Enviados desde Estados Unidos para contar al mundo lo que ocurre en una sociedad duramente regida bajo un gobierno como el de Nicolás Maduro, los periodistas Hannah Dreier, corresponsal de Associated Press y Nicholas Casey, corresponsal de The New York Times, fueron testigos de la decadencia en la que cayó Venezuela y compartieron sus experiencias dentro del país narrando su exilio sometido por las autoridades opresoras.

A través de diferentes artículos, ambos reporteros describieron de principio a fin la trágica caída económica y social del país venezolano, y la alarmante ausencia de la llamada soberanía y paz.

“Las caídas de los precios del petróleo y una mala administración económica hicieron que el país con las mayores reservas de crudo quedara en la ruina”, comienza a describir Nicholas Casey en el artículo del New York Times

“La inflación se disparó hasta un 500%. De pronto ya no había dinero para importar productos, ni infraestructura para elaborarlos. Los anaqueles comenzaron a vaciarse y se desató el caos”, agrega.

Durante su estadía en Venezuela, Casey transmitía de viva voz la lamentable situación, hecho que poco a poco le fue dando mala fama con el gobierno.

“Los ataques contra mi persona y mi trabajo periodísticos eran frecuentes, pero nunca creí que expulsarían a The New York Times”, expresa.

Fue hasta octubre de 2016 que Nicholas fue “extraoficialmente” vetado del país.

“Un día de octubre de 2016, después de regresar de vacaciones, los agentes migratorios me negaron la entrada a Venezuela”, señala.

Por su parte, Hannah Dreier vivió físicamente la opresión a su trabajo, pues siendo una de las corresponsales más destacadas en AP, el gobierno venezolano no pensó dos veces para silenciarla.

En su relato publicado también por el medio para el que trabaja, compartió que fue detenida por un grupo de hombres a bordo de una camioneta negra, quienes la obligaron a subir para después dar un largo paseo.

Durante el transcurso, Dreier recordó la clase de “antisecuestro” que había tomado antes de su llegada a Venezuela en el 2014.

“‘¿Qué debemos hacer con ella?’, preguntó el conductor. El hombre a mi lado sacó su cabeza por el pelo y le hizo un gesto de corte en la garganta’”, narra.

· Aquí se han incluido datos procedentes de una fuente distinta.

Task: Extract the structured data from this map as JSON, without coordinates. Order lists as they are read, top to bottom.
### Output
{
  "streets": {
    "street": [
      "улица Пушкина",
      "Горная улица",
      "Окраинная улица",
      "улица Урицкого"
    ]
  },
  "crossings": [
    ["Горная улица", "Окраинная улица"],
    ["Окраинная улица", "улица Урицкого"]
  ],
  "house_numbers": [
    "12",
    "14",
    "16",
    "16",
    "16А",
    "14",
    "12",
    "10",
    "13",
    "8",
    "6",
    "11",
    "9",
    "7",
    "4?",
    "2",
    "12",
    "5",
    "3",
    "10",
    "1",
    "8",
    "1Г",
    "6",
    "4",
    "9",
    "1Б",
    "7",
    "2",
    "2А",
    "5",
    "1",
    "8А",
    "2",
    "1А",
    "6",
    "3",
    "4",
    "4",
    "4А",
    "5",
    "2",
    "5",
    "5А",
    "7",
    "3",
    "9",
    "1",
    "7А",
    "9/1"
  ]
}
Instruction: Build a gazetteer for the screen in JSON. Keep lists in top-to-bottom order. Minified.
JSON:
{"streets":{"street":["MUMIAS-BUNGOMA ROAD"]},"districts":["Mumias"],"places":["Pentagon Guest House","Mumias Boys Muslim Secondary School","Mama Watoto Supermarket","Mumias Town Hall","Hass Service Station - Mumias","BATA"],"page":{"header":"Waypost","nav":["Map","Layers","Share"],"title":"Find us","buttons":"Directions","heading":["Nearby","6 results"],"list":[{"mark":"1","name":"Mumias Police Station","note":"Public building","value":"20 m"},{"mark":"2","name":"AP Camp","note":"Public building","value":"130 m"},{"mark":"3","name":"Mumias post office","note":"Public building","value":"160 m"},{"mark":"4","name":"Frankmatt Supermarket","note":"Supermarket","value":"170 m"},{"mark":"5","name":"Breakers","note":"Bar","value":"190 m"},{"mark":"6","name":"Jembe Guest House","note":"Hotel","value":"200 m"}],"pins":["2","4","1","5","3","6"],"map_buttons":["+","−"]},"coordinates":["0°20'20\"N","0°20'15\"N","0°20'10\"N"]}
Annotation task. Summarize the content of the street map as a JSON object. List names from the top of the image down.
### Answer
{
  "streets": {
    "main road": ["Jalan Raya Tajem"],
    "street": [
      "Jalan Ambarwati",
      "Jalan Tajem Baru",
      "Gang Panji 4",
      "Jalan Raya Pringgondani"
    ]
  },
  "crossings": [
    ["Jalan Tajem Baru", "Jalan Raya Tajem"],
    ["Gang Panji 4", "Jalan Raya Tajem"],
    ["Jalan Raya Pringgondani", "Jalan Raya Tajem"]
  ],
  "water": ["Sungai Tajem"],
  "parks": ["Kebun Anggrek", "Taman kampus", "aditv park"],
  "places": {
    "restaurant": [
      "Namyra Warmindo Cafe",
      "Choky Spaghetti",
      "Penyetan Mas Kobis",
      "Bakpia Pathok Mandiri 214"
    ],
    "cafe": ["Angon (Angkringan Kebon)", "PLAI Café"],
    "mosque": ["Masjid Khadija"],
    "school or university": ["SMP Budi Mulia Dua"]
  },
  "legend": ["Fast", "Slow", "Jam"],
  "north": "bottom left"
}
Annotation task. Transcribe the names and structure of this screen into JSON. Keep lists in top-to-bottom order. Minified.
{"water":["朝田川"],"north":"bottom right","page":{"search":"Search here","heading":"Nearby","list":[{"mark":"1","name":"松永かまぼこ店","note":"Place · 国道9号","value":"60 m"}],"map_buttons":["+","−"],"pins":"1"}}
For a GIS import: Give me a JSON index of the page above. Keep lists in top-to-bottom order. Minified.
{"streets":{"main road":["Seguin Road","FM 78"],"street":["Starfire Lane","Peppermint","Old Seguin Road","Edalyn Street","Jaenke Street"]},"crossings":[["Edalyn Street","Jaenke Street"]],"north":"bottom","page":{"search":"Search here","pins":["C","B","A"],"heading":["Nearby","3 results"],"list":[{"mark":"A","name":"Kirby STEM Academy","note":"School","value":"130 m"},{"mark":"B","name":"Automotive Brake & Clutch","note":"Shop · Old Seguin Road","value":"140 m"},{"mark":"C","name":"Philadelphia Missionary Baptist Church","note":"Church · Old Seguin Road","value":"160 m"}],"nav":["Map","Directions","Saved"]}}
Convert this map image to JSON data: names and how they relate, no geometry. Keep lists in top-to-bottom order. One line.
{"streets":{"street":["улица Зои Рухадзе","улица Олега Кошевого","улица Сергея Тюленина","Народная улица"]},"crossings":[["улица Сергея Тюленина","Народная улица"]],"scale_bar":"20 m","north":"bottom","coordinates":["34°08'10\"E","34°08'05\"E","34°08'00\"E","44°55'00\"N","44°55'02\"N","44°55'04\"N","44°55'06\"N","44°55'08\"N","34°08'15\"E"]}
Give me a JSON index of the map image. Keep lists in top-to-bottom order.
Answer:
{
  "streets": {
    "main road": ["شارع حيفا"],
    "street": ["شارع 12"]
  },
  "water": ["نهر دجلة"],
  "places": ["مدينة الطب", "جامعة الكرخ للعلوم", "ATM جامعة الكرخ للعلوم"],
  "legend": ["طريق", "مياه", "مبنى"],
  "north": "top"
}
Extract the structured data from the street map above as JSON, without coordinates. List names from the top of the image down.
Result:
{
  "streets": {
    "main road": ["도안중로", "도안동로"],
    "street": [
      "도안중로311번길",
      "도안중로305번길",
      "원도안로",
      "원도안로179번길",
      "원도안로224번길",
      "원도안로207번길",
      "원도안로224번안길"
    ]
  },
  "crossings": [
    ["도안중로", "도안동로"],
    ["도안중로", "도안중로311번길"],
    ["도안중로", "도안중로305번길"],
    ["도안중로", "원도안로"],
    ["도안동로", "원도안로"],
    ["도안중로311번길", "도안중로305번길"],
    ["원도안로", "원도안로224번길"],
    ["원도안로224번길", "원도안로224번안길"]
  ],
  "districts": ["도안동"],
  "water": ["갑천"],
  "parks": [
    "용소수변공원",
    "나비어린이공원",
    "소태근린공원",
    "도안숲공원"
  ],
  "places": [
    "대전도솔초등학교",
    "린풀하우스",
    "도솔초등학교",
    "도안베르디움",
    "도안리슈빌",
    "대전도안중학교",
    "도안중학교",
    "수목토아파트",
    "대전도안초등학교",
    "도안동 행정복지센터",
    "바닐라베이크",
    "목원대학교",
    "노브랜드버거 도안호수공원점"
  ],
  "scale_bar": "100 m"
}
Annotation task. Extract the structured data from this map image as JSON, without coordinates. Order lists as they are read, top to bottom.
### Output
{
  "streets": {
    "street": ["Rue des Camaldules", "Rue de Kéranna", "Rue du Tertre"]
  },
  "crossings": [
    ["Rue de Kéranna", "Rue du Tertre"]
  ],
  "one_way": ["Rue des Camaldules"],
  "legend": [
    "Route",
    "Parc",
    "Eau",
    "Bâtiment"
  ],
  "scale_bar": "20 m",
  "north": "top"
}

La razón por la cual la habían subido ese día en aquella camioneta, pensó Dreier, fue que durante su estadía en el país venezolano, al igual que Casey, dedicó su carrera a la narración descriptiva del trágico escenario político y social en el que caía Venezuela.

Con el paso de los años, evidentemente la situación empeoró, y las coberturas cada día se volvían más un riesgo para su vida y la de sus colegas, a raíz de que las muertes en las marchas comenzaron a surgir.

A los minutos, Dreier logró entender que en realidad no había sido secuestrada, sino detenida, luego de ver que los hombres y mujeres que la detuvieron se acercaban a un cuartel de la policía.

Sin embargo, uno de los hombres que la metió a un cuarto con una cámara frente a ella, la amenazó con que terminaría igual que el periodista estadounidense decapitado por el Estado Islámico, hecho que fue videograbado y filtrado a la red.

La acusaron de sabotear la economía.

“¿Cuánto le paga el gobierno estadounidense por ser su espía?”, le preguntaron.

Tras largas horas de interrogación, Dreier relató que los hombres la llevaron al aeropuerto bajo la amenaza de que no volviera a la ciudad de Barinas, ciudad natal del expresidente Hugo Chávez.

Ahí esperaron hasta que Hannah Dreier tomó el avión.

No es la primera vez

Anteriormente, decenas de periodistas han denunciado que el gobierno venezolano intenta censurar a la prensa bajo amenazas y agresiones, hecho que evidentemente no ha sido tomado en cuenta por el gobierno.

También, un periodista corresponsal de ABC News, Matthew Gutman, fue expulsado de Venezuela luego de que lo detuvieran cuando intentaba realizar un reportaje sobre la situación de los hospitales del país.

Fue detenido en Carabobo y llevado al Servicio Bolivariano de Inteligencia Nacional (Sebin), donde estuvo retenido seis días hasta que lo llevaron al aeropuerto de Venezuela para que dejara el país.

Otro caso similar le ocurrió al fotógrafo argentino Rodrigo Abd de AP, quien fue retenido en el aeropuerto de Simón Bolívar de Caracas, pero fue liberado para ingresar al país.

Sin embargo, otro grupo de reporteros peruanos que trabajaban para Televisa no fueron admitidos.